I think you probably used a slightly different SMILES than the one you
showed. The one you showed should have given ((0,1,3,4),(2,1,3,4)).
The proper merge rule would then be to consider all matches equivalent if
the 2nd and 3rd atom in the match agree, in any order; i.e, the two
carbons, indices 1 and 3 in this case.
So to do this, for each molecule, do something like this:
d = dict{}
for match in matches:
t = (match[1], match[2])
if match[1] < match[2] ):
t = (match[1], match[2])
else:
t = (match[2], match[1])
d[t] = match
You will wind up with as many dictionary elements as there are matches.
-P.
On Tue, Nov 7, 2017 at 7:38 PM, James T. Metz via Rdkit-discuss <
rdkit-discuss@lists.sourceforge.net> wrote:
> RDkit Discussion Group,
>
> I have written a SMARTS to detect vicinal chlorine groups
> using RDkit. There are 4 atoms involved in a vicinal chlorine group.
>
> SMARTS = '[Cl]-[C,c]-,=,:[C,c]-[Cl]'
>
> I am trying to count the number of ("unique") occurrences of this
> pattern.
>
> For some molecules with symmetry, this results in
> over-counting.
>
> For the molecule, smiles1 below, I want to obtain
> a count of 1 i.e., 1 tuple of 4 atoms.
>
> smiles1 = 'ClC(Cl)CCl'
>
> However, using the SMARTS above, I obtain 2 tuples of 4 atoms.

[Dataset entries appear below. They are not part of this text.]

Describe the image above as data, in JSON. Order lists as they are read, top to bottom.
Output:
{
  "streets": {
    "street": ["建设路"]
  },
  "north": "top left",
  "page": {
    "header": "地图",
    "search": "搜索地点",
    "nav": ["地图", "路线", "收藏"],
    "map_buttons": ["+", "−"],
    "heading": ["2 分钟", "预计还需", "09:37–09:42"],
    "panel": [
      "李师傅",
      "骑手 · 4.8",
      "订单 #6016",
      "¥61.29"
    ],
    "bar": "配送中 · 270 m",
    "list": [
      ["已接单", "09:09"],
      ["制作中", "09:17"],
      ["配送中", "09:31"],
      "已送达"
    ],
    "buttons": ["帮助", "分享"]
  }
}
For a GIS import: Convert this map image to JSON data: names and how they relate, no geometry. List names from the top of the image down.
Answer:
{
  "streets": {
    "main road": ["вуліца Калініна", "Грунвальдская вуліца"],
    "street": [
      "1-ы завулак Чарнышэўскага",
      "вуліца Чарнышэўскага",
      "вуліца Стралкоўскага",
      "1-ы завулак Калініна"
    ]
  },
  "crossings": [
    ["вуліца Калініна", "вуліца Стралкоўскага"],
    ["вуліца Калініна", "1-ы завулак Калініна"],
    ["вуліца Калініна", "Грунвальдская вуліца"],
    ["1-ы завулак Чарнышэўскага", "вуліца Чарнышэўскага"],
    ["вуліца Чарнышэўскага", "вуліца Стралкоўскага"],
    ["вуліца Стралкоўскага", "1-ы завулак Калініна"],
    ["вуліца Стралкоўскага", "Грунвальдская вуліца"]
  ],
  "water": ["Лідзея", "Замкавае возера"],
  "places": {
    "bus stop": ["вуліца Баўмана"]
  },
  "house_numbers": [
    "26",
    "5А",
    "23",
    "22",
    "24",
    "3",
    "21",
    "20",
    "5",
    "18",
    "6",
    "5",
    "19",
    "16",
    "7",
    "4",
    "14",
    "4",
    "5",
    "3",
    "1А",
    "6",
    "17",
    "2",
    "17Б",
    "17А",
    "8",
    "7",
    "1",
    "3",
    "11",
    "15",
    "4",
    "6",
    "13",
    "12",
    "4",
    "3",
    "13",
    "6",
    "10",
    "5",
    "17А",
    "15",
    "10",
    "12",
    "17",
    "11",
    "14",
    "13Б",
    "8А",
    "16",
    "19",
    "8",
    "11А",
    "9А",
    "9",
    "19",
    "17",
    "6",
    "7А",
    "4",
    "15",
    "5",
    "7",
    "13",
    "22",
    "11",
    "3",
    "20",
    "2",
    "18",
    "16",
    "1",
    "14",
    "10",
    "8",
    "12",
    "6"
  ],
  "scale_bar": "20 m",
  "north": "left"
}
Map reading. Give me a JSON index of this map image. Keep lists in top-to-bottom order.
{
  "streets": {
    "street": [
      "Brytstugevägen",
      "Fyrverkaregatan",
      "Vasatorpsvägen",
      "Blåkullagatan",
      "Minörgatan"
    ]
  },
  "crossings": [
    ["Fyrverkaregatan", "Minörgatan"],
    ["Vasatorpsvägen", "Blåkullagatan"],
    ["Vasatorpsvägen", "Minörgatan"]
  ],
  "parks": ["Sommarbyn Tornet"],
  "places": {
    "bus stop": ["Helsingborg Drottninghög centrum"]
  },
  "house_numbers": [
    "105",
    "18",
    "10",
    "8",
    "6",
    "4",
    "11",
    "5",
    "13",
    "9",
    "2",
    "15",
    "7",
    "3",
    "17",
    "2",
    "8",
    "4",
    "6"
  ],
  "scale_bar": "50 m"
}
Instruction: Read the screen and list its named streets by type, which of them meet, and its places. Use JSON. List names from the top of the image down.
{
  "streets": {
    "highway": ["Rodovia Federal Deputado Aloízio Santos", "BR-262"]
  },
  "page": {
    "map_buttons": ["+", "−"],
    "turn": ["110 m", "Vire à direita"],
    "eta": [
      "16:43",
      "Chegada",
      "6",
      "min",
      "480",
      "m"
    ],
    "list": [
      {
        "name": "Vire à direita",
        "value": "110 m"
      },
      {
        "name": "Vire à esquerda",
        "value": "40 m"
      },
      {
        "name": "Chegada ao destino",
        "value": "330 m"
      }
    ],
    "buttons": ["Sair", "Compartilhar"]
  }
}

> Beginning with a MOL file representation of smiles1, I get
>
> ((1,2,4,3), (0,2,4,3))
>
> One possible solution is to somehow merge the two tuples according
> to a "rule." One rule that works is "if 3 of the atom indices are the
> same,
> then combine into one tuple."
>
> However, the rule needs a bit of modification for more complicated
> cases (higher symmetry).
>
> Consider
>
> smiles2 = 'ClC(Cl)CCl(Cl)(Cl)
>
> My goal is to get 2 tuples of 4 atoms for smiles2
>
> smiles2 is somewhat tricky because there are either
> 2 groups of 3 (4 atom) tuples, or 3 groups of 2 (4 atom)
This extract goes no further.